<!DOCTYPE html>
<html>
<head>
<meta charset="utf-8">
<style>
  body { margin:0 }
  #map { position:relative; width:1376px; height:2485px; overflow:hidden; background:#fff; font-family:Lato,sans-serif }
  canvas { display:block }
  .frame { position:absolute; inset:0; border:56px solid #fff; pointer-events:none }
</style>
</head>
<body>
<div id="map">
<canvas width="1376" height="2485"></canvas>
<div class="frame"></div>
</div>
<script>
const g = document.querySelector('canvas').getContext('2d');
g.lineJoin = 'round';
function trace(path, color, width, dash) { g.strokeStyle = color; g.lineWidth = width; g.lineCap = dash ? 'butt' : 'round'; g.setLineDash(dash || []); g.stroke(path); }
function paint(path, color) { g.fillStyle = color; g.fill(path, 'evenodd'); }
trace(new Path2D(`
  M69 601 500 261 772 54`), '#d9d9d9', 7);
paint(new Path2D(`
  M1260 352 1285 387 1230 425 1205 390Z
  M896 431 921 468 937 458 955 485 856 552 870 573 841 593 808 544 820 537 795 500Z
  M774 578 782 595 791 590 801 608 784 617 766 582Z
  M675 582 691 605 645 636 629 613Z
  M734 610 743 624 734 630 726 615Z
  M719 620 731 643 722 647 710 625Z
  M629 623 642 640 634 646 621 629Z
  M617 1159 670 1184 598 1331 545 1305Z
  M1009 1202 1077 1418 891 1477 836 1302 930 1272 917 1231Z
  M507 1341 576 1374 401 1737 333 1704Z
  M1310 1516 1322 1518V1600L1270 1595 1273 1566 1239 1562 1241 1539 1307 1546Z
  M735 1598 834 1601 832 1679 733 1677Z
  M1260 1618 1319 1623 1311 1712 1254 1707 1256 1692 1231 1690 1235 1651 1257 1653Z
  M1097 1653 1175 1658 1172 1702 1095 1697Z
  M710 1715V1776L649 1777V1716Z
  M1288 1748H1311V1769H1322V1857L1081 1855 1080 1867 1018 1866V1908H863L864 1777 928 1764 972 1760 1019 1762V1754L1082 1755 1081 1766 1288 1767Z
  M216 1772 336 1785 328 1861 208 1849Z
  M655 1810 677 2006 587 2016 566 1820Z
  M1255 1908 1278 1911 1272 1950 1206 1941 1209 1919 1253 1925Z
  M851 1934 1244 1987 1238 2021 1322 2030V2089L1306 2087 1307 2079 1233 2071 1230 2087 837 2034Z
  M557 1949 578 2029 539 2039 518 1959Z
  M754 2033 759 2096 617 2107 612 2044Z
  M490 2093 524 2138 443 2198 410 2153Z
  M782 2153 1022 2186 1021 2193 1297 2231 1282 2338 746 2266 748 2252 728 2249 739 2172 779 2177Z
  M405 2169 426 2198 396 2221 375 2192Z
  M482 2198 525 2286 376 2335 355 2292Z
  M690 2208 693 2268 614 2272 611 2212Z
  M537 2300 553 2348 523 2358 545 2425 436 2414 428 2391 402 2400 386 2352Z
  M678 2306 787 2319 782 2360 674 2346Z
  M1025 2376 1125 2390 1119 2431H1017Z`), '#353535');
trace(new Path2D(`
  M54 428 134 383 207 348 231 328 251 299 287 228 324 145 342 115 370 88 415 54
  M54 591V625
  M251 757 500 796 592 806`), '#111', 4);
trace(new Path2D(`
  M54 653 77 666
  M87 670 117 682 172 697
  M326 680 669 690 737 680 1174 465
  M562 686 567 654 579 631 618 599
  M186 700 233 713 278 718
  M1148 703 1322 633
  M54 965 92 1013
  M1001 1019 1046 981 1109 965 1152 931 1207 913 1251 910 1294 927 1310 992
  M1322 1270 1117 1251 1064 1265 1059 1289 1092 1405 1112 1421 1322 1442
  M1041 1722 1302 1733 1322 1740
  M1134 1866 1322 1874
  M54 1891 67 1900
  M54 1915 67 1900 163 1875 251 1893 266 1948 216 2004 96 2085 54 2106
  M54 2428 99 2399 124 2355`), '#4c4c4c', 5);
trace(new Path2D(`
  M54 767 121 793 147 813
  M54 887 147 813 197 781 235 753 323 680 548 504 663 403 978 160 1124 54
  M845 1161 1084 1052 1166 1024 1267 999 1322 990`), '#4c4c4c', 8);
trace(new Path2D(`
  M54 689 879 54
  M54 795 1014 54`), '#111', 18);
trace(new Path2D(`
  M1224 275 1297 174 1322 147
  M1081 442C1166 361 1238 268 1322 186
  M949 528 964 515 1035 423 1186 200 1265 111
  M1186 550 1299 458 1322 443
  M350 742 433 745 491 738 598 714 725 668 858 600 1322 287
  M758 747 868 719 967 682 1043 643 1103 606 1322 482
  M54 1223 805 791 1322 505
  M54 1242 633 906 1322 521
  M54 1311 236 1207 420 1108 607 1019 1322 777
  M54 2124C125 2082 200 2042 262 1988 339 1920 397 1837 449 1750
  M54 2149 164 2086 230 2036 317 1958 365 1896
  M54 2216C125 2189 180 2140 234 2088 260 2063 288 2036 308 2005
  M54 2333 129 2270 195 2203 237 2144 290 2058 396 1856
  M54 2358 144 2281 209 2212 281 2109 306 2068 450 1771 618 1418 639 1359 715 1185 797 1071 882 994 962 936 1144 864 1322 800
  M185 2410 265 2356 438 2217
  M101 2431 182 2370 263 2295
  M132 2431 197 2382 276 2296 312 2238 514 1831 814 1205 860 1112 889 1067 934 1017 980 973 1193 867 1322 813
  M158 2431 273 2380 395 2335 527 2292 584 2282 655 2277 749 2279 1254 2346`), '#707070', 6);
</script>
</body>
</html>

+ + + + + + +

**WORK ITEM**
The task calls for all lines in the entries that hold "canvas".

**WRITTEN RESPONSE**
  canvas { display:block }
<canvas width="1376" height="2485"></canvas>
const g = document.querySelector('canvas').getContext('2d');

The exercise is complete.